Archives for category: you bastard scarf

The first real snow of the year was today–by “real,” I mean the snow actually stayed on the ground for more than a few minutes. It seemed like a good time to take some pictures of my finished You Bastard camel scarf. (Click on that link if you missed the earlier posts and want to know why it’s called You Bastard.)

you bastard scarf closeup


you bastard scarf

you bastard scarf


scarf on head

Pattern: My own–mistake rib worked on 27 stitches

Yarn used: 2 skeins Karabella Camissimo, currently $6 per camelicious skein from School Products, color 18109

Needles used: US size 10.5/6.50 mm

Started: December 3, 2007

Finished: December 5, 2007

Size: 7″ x 55″, pre-blocking, 7″ x 72″, post-blocking (that’s a lot of extra length! Wow.)

Notes: It doesn’t look like much, but it’s really soft and fluffy. So soft and fluffy, in fact, that I decided to rejigger my holiday gifting plans and give this to my grandma, who will probably really appreciate something else warm and cuddly, rather than my dad, who will probably receive a more interesting-looking scarf of some kind.

I will not, however, tell her what I named this project.

The photos from a sunnier clime were taken in 2002 at the Benicia Camel Races, which, in addition to adults trying to ride angry camels, also featured a children’s emu race. This was one of the most hilarious events I have ever seen in my entire life. The emus could run much faster than the children who were nominally herding them towards the finish line with their brooms, and the emus, with their pea-sized brains, were having a really hard time figuring out what was going on. So usually the emus would eventually turn around and run back after the children, who would drop their brooms and scream. The emus would be puzzled and frightened by this, and turn and run back towards the finish line again for a few feet, stop, look around, turn and run back the other way… eventually, I’m sure one or two of the emus finished the race, and a good time was had by all those who were not permanently psychologically scarred by the experience.

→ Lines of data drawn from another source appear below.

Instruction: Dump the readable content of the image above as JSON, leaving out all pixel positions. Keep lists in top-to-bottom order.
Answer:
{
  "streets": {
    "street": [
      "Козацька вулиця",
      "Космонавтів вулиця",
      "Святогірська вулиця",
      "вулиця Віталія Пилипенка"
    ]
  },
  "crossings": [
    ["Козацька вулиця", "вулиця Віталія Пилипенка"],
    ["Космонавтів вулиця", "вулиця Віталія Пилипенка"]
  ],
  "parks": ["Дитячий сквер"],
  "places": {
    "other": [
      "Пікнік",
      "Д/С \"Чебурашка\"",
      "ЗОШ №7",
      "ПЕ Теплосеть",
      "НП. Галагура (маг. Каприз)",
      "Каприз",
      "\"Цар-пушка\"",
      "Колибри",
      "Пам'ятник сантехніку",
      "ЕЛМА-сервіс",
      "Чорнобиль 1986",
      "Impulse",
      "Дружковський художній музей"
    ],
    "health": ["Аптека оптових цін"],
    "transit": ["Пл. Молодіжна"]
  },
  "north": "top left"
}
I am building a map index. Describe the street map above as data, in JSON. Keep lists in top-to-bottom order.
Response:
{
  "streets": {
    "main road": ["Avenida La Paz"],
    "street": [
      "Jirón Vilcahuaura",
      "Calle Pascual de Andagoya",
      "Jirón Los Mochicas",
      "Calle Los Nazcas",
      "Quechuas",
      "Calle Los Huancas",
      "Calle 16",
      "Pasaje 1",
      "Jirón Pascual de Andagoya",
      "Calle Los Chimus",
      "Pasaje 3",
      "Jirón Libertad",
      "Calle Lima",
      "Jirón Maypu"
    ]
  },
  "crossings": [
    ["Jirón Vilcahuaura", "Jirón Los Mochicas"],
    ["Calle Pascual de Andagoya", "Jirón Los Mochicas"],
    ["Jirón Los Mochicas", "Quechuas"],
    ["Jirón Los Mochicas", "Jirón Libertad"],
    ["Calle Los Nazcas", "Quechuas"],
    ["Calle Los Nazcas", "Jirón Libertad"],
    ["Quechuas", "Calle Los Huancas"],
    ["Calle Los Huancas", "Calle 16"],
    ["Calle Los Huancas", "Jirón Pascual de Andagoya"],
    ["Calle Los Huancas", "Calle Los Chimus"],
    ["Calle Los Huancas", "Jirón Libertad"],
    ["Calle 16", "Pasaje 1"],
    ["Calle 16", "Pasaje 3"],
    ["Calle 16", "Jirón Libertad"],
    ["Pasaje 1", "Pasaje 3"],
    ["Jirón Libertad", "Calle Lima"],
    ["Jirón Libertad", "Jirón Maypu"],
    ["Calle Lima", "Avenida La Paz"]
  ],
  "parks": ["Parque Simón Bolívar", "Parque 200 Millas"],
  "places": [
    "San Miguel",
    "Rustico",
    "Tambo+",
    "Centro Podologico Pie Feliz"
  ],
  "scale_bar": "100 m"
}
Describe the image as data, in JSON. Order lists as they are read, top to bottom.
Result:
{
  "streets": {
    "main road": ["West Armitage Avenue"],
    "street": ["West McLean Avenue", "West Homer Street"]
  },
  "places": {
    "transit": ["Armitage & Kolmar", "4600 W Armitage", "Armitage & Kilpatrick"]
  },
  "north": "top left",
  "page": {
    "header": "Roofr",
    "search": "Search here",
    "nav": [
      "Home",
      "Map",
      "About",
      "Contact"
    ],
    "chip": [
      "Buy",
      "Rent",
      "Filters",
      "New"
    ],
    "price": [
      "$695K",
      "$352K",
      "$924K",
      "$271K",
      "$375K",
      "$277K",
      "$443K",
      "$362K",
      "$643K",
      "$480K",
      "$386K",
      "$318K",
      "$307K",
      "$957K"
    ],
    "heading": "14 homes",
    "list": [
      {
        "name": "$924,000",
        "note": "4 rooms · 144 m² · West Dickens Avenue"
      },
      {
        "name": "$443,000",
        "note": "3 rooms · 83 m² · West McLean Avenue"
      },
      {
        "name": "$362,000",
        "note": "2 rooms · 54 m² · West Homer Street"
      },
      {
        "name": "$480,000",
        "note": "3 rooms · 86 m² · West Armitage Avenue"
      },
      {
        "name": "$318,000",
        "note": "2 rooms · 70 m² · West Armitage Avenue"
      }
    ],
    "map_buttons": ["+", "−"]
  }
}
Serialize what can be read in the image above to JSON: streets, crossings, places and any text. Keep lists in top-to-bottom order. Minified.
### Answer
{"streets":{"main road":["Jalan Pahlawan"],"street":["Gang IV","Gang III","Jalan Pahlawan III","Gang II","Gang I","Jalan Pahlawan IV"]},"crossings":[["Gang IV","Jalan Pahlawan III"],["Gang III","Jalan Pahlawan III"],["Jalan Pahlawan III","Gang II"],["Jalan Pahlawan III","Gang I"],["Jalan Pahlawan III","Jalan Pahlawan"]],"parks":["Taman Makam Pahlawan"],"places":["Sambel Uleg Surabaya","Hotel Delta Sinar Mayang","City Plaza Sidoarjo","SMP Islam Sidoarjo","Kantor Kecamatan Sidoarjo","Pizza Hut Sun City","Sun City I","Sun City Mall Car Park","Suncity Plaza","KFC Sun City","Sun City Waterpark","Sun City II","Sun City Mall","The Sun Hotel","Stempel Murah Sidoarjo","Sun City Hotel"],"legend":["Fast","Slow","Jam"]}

Just so it’s not all snow and beige drabness, here’s a picture of the Plymouth Boku Hyphening* mitts I’m making for my friend Ken.

As I related in earlier posts, I ran out of yarn while I was making these in New York, and made them shorter in a desperate attempt to squeeze two mitts out of one skein of yarn, but failed. Now that I’m back home with my Boku scrap stash, I just need to insert afterthought thumbs and weave in the ends, and they’ll be done.

*Get it? Like Dashing, but shorter? hyuk hyuk.

The Earth and Sky Brioche scarf has been done for a while now, since my trip to San Diego, but it went straight from the needles to my neck and is only now being Eucalan’d and wet-blocked. I thought I’d share pictures of it. It’s already one of my most-loved and most-worn handknits.

Pattern: Two-color brioche scarf pattern found at Run and Not Grow Weary

Yarn used: 1 skein Plymouth Boku in colorway 7 (mixed blues), approximately 1/4 skein Valley Yarns Northampton in “Chestnut Heather,” and approximately 1/2 skein Knit Picks Wool of the Andes in “Chocolate”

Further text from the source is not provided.